◆ **DESCRIPTION OF THE TASK**: Return each line exactly as written. Begin with the first line of the entries and end with the line that has "background:#f6f6f7; color:#1f2937; height:100vh;".

(Entries taken from a collection)
▼▼▼
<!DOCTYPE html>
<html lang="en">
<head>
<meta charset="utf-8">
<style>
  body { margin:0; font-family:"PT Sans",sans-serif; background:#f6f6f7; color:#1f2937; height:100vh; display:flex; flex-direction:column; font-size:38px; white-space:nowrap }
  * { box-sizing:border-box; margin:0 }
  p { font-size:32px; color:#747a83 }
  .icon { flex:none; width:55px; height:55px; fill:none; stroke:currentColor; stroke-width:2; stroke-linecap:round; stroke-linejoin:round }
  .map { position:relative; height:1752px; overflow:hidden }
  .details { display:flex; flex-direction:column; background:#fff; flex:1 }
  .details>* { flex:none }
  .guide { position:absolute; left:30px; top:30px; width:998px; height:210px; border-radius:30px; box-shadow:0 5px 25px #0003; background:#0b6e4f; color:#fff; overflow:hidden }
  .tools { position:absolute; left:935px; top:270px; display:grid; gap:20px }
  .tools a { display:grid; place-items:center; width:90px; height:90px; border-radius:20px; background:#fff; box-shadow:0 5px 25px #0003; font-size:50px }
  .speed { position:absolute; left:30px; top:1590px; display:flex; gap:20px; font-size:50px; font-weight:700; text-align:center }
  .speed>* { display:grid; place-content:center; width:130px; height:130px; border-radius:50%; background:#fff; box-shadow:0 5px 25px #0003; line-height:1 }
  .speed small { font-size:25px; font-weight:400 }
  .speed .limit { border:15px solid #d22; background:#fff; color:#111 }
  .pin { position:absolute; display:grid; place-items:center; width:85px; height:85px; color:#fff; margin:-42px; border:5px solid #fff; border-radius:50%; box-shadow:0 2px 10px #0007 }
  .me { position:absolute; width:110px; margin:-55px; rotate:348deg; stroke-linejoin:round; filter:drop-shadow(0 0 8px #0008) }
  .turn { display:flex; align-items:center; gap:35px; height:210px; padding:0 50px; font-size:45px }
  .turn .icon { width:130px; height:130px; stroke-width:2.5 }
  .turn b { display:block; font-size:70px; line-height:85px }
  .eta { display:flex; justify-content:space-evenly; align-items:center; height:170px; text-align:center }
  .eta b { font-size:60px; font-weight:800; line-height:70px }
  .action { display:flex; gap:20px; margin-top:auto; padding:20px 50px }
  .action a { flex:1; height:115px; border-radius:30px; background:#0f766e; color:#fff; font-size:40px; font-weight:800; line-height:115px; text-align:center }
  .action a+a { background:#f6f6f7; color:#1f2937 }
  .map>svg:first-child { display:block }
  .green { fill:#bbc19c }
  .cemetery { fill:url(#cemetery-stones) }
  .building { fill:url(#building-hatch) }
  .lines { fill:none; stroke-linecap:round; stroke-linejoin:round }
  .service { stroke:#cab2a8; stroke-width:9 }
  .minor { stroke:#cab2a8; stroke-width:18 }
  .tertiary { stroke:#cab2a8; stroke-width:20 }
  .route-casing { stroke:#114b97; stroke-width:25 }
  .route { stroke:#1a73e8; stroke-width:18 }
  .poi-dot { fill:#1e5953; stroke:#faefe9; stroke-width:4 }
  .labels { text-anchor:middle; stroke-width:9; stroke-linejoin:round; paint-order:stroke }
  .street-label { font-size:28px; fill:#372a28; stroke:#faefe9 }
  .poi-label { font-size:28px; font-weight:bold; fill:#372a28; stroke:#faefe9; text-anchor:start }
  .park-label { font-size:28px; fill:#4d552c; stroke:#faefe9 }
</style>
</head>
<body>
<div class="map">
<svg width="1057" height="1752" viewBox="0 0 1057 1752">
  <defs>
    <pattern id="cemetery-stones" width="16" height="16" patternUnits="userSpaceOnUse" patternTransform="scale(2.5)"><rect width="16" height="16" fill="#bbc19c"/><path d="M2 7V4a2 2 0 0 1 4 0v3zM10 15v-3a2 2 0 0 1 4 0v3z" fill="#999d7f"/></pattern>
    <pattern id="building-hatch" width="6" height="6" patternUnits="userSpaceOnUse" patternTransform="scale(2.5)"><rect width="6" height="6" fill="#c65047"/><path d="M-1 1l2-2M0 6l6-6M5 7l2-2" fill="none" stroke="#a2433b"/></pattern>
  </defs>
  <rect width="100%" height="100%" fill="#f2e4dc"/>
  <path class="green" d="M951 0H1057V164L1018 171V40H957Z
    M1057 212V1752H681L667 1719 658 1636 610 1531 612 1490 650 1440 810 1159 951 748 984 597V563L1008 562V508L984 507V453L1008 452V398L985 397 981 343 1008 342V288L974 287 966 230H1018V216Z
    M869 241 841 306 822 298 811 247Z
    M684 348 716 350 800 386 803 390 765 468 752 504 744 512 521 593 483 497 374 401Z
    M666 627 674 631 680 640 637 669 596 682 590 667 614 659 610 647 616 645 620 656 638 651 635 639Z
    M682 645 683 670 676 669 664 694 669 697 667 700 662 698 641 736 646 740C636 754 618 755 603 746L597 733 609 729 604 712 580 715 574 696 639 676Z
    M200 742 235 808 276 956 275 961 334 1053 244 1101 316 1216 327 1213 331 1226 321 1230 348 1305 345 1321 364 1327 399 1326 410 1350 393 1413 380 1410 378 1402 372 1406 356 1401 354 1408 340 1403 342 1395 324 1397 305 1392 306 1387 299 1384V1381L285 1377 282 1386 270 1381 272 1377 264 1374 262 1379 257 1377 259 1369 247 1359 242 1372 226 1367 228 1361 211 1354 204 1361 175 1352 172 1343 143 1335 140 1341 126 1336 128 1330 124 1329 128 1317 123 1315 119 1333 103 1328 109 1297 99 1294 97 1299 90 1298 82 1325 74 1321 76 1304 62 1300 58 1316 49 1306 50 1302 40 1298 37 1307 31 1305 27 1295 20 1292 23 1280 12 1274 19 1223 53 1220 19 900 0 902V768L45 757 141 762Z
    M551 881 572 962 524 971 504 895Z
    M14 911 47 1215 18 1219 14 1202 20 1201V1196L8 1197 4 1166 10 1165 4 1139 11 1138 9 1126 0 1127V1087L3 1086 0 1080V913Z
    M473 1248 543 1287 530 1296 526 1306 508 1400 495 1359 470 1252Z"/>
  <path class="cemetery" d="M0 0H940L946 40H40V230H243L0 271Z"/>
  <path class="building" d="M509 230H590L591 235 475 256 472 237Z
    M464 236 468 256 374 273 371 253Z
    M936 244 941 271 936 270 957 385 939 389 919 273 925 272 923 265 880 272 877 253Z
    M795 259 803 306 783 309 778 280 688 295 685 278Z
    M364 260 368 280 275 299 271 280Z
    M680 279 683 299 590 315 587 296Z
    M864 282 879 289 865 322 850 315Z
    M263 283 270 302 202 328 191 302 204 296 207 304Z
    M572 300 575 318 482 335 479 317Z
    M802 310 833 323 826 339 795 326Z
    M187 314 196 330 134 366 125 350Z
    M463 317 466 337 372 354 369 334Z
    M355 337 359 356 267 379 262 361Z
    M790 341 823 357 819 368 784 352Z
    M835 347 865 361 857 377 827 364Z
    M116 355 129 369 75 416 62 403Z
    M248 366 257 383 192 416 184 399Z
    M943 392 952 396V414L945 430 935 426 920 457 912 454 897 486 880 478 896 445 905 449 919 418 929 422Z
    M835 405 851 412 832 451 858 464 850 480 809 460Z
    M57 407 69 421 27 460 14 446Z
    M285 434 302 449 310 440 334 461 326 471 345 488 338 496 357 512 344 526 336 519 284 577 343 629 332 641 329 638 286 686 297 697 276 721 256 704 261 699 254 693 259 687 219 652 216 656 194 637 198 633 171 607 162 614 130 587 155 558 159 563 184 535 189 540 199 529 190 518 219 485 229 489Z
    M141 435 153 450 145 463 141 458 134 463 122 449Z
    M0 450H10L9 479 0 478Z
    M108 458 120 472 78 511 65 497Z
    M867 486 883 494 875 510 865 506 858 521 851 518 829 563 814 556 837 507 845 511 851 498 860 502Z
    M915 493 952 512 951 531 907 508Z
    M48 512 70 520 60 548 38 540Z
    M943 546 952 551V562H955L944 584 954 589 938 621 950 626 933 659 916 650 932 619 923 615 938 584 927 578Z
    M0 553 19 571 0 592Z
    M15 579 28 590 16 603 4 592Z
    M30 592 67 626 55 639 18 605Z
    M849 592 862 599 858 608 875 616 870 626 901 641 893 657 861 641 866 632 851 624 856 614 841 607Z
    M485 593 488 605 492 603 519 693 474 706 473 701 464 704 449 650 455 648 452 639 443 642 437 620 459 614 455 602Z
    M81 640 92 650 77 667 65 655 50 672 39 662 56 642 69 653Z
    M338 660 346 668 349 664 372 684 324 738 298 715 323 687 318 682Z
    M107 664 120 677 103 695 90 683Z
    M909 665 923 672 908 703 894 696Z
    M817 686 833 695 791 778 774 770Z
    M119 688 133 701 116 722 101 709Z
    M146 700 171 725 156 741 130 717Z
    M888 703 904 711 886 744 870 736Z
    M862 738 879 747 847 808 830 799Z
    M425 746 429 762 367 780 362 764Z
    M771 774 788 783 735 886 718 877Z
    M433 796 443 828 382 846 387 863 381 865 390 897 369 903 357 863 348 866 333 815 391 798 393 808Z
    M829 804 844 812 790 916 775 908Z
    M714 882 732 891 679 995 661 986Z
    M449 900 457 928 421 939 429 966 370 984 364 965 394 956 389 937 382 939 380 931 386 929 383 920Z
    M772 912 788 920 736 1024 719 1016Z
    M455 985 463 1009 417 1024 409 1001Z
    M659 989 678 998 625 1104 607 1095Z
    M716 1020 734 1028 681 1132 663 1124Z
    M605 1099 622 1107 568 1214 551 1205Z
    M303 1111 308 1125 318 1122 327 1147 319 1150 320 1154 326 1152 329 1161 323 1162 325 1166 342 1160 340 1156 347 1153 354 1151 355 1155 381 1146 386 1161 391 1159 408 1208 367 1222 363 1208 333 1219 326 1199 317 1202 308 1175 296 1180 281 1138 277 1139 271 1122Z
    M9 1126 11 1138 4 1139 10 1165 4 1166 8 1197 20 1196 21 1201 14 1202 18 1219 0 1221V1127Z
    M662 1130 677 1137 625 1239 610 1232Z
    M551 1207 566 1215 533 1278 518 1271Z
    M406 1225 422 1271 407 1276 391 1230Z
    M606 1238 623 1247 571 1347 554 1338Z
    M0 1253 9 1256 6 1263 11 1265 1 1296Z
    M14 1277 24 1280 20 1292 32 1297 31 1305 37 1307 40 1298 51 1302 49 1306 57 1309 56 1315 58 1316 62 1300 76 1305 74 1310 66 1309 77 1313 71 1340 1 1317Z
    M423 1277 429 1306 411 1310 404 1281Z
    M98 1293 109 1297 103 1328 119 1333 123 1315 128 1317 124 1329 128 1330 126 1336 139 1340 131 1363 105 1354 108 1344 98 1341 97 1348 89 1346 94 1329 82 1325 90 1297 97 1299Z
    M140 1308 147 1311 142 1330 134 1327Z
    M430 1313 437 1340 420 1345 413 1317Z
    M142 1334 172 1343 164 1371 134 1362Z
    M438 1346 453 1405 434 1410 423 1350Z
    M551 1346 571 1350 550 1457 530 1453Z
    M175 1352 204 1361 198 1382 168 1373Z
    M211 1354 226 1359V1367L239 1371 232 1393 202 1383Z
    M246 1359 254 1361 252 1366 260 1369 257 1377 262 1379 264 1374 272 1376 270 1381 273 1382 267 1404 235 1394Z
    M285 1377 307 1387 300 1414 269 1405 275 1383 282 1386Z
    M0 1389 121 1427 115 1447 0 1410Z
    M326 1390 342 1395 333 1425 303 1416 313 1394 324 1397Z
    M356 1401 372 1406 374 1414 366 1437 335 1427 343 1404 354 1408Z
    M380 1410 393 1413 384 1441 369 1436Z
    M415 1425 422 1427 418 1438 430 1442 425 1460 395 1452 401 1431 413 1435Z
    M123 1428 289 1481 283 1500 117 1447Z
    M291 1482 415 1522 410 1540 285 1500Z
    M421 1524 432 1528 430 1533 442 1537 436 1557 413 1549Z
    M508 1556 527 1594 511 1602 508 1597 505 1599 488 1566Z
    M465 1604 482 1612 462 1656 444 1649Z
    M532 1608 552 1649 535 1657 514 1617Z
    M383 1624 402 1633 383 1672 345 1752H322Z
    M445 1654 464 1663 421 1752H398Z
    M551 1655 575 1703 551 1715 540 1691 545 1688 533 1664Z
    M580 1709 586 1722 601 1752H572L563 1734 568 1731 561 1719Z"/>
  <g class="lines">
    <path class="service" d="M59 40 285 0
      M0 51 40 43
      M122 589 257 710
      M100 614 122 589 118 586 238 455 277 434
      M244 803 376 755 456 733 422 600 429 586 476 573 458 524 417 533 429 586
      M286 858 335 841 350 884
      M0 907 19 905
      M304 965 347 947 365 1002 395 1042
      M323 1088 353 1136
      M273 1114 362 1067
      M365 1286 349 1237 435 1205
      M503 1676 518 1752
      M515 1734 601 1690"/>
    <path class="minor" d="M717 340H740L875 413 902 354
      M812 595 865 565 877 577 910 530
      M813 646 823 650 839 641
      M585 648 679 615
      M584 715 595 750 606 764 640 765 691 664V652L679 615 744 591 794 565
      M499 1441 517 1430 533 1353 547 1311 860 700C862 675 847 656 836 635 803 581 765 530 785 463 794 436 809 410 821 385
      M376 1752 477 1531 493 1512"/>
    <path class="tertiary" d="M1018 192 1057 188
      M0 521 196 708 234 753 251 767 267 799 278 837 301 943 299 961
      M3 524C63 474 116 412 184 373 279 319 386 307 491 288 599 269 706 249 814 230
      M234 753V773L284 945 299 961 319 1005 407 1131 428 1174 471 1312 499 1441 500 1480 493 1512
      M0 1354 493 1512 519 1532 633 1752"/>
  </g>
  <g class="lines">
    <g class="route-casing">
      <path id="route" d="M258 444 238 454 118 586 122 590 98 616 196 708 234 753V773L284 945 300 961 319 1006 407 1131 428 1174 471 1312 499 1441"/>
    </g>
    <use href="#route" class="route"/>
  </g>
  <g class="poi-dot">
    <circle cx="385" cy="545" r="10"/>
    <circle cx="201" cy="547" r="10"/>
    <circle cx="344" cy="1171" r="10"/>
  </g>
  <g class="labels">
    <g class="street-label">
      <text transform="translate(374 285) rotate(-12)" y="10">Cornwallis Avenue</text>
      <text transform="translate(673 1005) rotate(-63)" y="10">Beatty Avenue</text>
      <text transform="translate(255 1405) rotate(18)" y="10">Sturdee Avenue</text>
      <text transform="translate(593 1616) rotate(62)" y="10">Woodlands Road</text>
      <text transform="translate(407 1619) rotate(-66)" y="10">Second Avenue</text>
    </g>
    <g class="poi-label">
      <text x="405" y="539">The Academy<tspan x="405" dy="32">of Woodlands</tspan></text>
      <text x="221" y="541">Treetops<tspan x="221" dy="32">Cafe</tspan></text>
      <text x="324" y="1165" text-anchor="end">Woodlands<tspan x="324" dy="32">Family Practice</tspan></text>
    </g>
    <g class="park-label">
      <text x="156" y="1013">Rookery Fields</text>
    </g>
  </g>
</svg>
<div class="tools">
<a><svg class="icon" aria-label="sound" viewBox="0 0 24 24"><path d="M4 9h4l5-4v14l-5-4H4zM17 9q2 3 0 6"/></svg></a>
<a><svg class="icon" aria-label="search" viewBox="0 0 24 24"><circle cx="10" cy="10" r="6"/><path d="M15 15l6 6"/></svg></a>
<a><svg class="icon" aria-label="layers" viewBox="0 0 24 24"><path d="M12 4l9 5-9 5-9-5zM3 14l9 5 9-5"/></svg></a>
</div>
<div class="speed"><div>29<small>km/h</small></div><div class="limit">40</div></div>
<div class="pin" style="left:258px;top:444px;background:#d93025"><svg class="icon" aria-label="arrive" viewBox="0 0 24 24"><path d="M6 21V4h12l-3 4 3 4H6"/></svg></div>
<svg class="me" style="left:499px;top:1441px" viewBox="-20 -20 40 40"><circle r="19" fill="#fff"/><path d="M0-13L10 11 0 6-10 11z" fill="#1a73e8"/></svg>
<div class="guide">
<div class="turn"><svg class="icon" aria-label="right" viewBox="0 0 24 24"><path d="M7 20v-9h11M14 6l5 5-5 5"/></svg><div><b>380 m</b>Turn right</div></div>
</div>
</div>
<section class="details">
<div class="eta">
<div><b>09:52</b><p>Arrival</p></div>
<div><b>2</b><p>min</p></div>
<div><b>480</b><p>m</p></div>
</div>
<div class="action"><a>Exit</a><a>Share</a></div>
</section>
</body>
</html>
▲▲▲
◆ **YOUR SOLUTION**:
<!DOCTYPE html>
<html lang="en">
<head>
<meta charset="utf-8">
<style>
  body { margin:0; font-family:"PT Sans",sans-serif; background:#f6f6f7; color:#1f2937; height:100vh; display:flex; flex-direction:column; font-size:38px; white-space:nowrap }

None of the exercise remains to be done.